Importance of Lease Accounting
Lease accounting is an effective process to handle lease agreements within the jurisdiction. It reflects the features of underlying leases for important decision-making. Some features include:
- Recognition and reporting of lease liability on the balance sheet.
- Recording and evaluating the asset at the start of the leasing period and its depreciation with time.
- Recording of lease liability at the start and throughout the lease period.
- Proper maintenance of financial statements such as balance sheets, cash flow statements, and income statements.
Lease accounting plays an integral role in understanding and improving the financial health of an organization. When you know how to track the expenditures and revenue coming from leased assets, you are in a better position to design a financial strategy aligning with your business goals. Moreover, you can fine-tune your business strategy to control losses and gain profits. Lease accounting empowers you to make well-informed decisions based on reporting the crucial aspects of the asset, including the market value and depreciation. In short, lease accounting is what you need for collecting key information, gaining useful insights and perspectives, and improving compliance with the regulations.

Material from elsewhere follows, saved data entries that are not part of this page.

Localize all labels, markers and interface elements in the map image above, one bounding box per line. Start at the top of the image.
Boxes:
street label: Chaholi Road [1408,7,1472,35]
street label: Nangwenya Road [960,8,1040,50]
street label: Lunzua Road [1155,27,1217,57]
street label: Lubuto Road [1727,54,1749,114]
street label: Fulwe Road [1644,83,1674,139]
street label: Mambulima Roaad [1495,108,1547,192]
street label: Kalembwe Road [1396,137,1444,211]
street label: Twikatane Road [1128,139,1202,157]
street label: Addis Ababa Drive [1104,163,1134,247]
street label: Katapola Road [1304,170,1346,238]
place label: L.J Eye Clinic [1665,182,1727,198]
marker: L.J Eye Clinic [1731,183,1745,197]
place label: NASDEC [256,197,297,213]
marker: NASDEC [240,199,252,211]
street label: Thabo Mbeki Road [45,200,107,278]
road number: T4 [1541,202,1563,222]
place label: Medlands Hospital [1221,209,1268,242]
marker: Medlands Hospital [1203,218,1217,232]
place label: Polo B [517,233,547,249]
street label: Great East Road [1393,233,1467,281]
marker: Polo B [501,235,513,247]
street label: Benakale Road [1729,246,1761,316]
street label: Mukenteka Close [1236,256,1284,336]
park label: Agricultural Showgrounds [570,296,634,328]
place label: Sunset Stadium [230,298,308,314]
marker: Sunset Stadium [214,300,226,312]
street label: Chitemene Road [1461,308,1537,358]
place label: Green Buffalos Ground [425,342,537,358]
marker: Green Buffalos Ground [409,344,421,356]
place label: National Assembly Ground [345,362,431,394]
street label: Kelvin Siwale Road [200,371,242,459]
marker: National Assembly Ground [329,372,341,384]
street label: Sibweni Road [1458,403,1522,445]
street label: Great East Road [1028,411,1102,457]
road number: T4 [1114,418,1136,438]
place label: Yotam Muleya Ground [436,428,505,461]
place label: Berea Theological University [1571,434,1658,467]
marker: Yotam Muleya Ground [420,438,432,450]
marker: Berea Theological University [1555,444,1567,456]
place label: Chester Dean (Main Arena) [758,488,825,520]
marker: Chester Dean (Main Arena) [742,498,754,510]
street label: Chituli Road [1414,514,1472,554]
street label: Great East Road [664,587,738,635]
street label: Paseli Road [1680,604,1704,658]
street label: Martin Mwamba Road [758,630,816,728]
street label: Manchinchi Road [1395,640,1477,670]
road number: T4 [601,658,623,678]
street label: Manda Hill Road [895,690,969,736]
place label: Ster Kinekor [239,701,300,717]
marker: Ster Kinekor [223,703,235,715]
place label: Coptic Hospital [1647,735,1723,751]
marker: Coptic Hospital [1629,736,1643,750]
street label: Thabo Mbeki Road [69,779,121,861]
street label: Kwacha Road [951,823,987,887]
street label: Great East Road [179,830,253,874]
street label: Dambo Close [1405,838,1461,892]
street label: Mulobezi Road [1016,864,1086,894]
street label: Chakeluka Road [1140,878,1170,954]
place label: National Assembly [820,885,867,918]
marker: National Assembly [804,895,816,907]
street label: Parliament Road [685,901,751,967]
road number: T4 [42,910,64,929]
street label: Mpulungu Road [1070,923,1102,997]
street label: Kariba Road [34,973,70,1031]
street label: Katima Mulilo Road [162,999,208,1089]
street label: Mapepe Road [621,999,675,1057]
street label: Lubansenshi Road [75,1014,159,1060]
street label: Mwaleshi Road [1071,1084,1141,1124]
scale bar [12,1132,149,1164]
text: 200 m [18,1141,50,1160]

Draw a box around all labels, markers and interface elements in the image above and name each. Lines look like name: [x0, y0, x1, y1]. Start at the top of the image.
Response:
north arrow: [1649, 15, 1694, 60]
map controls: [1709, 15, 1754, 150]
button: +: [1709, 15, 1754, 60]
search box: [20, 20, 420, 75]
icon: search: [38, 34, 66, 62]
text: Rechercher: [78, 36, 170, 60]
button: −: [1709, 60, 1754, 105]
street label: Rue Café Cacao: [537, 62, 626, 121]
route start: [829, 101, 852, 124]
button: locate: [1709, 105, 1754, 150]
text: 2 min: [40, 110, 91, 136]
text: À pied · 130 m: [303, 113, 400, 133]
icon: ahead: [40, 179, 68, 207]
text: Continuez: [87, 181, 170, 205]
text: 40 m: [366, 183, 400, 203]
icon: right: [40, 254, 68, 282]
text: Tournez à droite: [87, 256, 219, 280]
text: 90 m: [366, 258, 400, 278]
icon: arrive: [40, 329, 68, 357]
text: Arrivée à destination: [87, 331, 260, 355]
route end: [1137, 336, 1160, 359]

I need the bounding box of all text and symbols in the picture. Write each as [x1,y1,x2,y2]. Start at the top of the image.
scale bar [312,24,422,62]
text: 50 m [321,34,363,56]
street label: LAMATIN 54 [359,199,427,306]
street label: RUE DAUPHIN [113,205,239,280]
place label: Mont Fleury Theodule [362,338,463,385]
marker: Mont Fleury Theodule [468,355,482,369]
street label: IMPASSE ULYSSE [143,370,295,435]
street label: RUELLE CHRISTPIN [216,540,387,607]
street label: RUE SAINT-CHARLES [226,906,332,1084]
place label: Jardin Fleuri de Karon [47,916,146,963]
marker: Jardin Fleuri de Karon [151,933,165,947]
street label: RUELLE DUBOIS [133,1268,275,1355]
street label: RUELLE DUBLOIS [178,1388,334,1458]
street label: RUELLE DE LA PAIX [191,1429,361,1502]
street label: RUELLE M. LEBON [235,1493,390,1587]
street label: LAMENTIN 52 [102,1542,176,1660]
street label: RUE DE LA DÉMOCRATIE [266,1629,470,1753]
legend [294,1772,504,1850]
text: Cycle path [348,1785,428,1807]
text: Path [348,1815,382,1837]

It’s essential for every company that is involved in lease activities to leverage lease accounting. Regardless of your status as a lessor or a lessee, you must understand the ins and outs of different classifications of lease accounting. In addition, you must stay updated on the latest lease accounting standards that apply to your nature of business. When you know how lease accounting fits into your business, you can use financial statements to extract accurate financial data and base your future strategies on them.
Whether your enterprise is public or private, it has to adopt lease accounting for seamless financial operations. As the lessor or the lessee, you have the best way to keep and maintain a record of assets, income, expenses, and liabilities through lease accounting. The leasing activities can impact the big picture of your business, so put it to advantage to yield benefits.